Task details
Here is the listing. Report each line in it that contains the string "scale".

Provided data
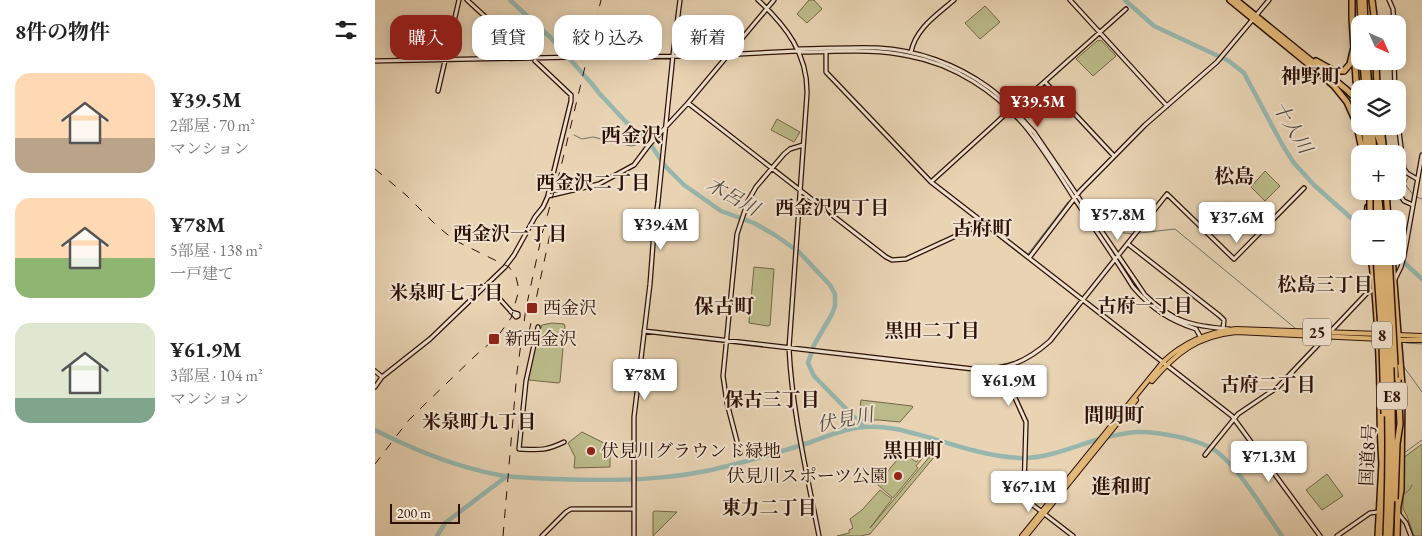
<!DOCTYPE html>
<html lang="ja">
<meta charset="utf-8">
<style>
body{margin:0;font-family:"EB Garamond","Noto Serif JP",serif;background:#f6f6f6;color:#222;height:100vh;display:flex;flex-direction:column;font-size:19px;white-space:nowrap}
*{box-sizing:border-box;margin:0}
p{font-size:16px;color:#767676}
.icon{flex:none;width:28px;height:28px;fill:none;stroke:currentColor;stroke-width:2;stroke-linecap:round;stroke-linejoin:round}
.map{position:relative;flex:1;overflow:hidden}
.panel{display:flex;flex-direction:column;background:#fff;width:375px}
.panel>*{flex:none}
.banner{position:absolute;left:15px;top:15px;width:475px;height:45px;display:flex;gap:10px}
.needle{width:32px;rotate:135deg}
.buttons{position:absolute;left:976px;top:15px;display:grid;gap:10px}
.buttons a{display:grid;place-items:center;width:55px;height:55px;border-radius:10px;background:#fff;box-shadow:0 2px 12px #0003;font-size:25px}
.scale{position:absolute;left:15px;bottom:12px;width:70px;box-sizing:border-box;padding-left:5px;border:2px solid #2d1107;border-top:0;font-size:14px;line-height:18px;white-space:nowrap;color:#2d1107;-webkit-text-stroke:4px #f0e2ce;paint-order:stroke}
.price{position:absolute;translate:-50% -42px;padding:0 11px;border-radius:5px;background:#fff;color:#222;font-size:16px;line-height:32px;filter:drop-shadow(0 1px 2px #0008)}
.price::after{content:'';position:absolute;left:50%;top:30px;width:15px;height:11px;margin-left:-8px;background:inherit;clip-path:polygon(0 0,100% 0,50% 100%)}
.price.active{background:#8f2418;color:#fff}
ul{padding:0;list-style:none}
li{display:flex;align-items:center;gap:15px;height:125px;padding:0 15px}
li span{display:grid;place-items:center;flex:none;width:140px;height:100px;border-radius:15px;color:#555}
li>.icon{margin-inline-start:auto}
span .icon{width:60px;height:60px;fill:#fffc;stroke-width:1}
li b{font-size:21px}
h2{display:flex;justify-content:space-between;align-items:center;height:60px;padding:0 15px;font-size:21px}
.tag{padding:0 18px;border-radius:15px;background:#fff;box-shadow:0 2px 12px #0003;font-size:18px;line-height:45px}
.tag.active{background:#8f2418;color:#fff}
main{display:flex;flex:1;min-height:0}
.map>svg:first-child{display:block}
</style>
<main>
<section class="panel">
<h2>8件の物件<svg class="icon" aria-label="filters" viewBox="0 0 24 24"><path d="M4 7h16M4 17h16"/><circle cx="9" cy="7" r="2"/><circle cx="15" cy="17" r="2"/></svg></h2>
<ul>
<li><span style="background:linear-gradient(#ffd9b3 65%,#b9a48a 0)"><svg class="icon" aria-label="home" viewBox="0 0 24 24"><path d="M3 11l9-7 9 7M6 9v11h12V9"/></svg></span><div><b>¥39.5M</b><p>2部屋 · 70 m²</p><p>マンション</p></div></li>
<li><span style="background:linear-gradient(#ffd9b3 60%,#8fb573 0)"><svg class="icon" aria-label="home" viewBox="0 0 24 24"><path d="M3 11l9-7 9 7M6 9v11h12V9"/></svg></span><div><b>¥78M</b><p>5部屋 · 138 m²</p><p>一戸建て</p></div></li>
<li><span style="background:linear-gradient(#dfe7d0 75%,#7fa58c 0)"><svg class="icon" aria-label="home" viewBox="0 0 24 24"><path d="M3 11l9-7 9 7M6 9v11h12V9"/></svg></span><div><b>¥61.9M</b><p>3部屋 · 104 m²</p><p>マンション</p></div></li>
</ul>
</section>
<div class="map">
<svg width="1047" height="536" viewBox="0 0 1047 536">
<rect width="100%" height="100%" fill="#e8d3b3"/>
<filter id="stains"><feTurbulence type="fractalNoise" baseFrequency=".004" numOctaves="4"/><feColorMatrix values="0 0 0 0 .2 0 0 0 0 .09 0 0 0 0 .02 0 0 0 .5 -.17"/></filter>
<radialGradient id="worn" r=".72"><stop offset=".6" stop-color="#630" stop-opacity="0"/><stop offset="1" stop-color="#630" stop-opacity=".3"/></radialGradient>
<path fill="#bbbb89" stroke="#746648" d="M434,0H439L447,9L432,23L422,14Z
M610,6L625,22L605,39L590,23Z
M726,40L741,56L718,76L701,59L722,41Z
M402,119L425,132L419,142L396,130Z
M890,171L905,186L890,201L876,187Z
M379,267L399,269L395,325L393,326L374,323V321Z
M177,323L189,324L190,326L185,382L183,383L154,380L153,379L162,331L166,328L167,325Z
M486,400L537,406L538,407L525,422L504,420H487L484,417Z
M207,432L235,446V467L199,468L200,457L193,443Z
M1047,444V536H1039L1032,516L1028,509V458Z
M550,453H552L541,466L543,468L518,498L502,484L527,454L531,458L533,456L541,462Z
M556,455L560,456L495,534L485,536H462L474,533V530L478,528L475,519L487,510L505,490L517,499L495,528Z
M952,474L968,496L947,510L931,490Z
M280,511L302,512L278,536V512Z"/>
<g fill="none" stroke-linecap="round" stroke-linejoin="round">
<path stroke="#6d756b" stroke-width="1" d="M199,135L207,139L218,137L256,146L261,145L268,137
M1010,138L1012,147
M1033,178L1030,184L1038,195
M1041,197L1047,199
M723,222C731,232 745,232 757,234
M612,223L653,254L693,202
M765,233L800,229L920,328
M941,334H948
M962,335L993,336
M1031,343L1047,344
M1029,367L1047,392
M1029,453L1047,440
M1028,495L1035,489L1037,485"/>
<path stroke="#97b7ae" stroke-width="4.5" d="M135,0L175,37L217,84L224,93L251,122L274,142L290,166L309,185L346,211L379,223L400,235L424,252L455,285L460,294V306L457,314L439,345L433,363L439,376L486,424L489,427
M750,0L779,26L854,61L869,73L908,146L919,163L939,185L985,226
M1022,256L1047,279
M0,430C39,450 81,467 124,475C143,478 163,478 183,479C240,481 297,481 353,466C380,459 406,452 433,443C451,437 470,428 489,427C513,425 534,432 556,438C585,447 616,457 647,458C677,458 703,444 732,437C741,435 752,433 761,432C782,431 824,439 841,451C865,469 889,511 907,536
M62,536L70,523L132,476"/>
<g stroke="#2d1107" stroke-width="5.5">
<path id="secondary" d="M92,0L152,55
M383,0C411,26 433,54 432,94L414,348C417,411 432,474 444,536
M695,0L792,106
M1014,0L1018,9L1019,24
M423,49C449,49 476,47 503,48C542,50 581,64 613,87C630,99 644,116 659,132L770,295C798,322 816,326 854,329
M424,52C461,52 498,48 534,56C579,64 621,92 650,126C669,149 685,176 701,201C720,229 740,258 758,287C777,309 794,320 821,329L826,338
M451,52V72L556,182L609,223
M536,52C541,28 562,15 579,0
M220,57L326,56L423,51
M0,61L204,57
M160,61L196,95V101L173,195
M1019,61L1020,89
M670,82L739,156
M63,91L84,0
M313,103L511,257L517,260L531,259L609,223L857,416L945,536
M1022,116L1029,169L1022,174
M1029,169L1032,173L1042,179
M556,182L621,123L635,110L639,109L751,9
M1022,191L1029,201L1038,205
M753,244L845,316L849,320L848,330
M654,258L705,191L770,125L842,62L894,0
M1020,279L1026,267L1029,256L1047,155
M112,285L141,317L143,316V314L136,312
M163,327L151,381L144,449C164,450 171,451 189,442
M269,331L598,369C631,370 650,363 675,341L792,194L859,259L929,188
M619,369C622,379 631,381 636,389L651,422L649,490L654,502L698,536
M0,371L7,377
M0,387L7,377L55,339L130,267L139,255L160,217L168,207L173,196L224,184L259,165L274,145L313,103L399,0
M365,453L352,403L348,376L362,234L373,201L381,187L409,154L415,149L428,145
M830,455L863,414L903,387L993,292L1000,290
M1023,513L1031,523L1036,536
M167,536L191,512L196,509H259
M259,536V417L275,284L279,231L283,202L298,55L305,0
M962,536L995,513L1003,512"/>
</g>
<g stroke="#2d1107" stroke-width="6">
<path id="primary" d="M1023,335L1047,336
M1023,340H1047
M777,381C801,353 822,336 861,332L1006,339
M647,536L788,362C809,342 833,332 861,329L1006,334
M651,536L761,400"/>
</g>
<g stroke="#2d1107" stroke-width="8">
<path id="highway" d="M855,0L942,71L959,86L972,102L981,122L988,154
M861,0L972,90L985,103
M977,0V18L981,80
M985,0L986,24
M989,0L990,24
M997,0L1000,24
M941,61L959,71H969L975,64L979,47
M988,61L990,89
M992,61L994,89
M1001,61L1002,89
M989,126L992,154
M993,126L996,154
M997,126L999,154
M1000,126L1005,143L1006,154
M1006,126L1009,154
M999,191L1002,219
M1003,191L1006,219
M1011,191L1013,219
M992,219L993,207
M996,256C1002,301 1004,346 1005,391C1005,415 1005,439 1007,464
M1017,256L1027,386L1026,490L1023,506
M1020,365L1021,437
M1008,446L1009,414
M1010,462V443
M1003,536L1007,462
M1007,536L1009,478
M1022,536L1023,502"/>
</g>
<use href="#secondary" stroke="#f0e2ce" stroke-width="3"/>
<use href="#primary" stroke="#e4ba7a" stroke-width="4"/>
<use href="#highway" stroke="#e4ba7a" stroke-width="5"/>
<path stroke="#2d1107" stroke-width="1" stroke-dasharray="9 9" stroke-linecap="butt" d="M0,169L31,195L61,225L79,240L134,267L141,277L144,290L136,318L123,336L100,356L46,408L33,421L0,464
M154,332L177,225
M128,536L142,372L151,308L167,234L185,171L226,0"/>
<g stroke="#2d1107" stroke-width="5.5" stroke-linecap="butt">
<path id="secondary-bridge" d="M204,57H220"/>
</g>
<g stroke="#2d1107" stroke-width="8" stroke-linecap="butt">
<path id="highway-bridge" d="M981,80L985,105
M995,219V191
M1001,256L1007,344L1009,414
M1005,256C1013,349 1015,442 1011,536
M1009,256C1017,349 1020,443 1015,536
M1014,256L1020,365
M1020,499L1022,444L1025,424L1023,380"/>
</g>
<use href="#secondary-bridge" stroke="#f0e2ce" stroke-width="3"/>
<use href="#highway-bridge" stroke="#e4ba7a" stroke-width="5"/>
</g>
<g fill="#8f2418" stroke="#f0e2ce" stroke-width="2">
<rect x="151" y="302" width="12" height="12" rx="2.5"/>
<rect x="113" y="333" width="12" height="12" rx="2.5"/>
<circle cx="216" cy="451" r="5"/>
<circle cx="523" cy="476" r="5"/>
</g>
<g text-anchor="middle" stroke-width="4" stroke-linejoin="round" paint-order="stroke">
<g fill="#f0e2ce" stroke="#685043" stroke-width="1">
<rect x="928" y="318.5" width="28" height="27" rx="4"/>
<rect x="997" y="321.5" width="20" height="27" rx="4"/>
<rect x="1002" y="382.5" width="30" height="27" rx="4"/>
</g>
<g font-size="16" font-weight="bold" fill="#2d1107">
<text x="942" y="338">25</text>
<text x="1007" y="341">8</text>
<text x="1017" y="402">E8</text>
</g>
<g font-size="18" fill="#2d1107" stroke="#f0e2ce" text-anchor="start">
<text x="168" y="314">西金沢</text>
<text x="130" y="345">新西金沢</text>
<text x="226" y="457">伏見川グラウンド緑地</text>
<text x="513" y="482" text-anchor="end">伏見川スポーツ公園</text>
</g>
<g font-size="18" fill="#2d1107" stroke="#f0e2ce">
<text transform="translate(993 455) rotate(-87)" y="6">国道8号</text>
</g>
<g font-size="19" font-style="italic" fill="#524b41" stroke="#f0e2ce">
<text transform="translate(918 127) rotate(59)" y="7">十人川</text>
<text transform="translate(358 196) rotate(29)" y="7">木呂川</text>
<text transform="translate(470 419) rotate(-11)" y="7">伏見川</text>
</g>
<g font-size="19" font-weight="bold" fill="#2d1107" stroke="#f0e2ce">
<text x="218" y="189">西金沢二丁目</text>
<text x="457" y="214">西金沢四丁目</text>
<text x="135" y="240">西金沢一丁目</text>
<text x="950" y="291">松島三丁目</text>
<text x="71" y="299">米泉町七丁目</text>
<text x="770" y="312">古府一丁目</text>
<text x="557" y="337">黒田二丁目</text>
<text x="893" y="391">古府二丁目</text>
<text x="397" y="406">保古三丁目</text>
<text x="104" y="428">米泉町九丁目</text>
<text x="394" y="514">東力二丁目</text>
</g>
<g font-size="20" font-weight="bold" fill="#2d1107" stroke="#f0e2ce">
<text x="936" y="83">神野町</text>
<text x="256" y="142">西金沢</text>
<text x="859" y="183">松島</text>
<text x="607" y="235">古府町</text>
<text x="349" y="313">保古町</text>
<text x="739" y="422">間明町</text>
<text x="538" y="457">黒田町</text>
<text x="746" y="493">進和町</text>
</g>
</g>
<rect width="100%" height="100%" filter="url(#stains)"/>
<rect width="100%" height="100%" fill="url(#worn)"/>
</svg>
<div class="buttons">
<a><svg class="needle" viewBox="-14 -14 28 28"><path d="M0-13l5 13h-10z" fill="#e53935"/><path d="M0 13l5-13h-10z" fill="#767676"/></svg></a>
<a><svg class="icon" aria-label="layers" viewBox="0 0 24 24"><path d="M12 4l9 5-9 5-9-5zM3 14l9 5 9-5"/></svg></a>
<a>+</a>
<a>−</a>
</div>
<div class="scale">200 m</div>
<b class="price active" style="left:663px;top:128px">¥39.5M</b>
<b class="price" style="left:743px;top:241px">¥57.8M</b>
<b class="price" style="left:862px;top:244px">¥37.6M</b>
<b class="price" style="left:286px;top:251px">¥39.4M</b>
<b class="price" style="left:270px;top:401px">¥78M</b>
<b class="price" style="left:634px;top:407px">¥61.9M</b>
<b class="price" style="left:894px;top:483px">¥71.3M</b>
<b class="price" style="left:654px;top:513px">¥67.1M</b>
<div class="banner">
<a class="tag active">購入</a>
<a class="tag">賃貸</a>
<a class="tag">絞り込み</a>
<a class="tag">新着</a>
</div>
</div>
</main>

Exercise result
.scale{position:absolute;left:15px;bottom:12px;width:70px;box-sizing:border-box;padding-left:5px;border:2px solid #2d1107;border-top:0;font-size:14px;line-height:18px;white-space:nowrap;color:#2d1107;-webkit-text-stroke:4px #f0e2ce;paint-order:stroke}
<div class="scale">200 m</div>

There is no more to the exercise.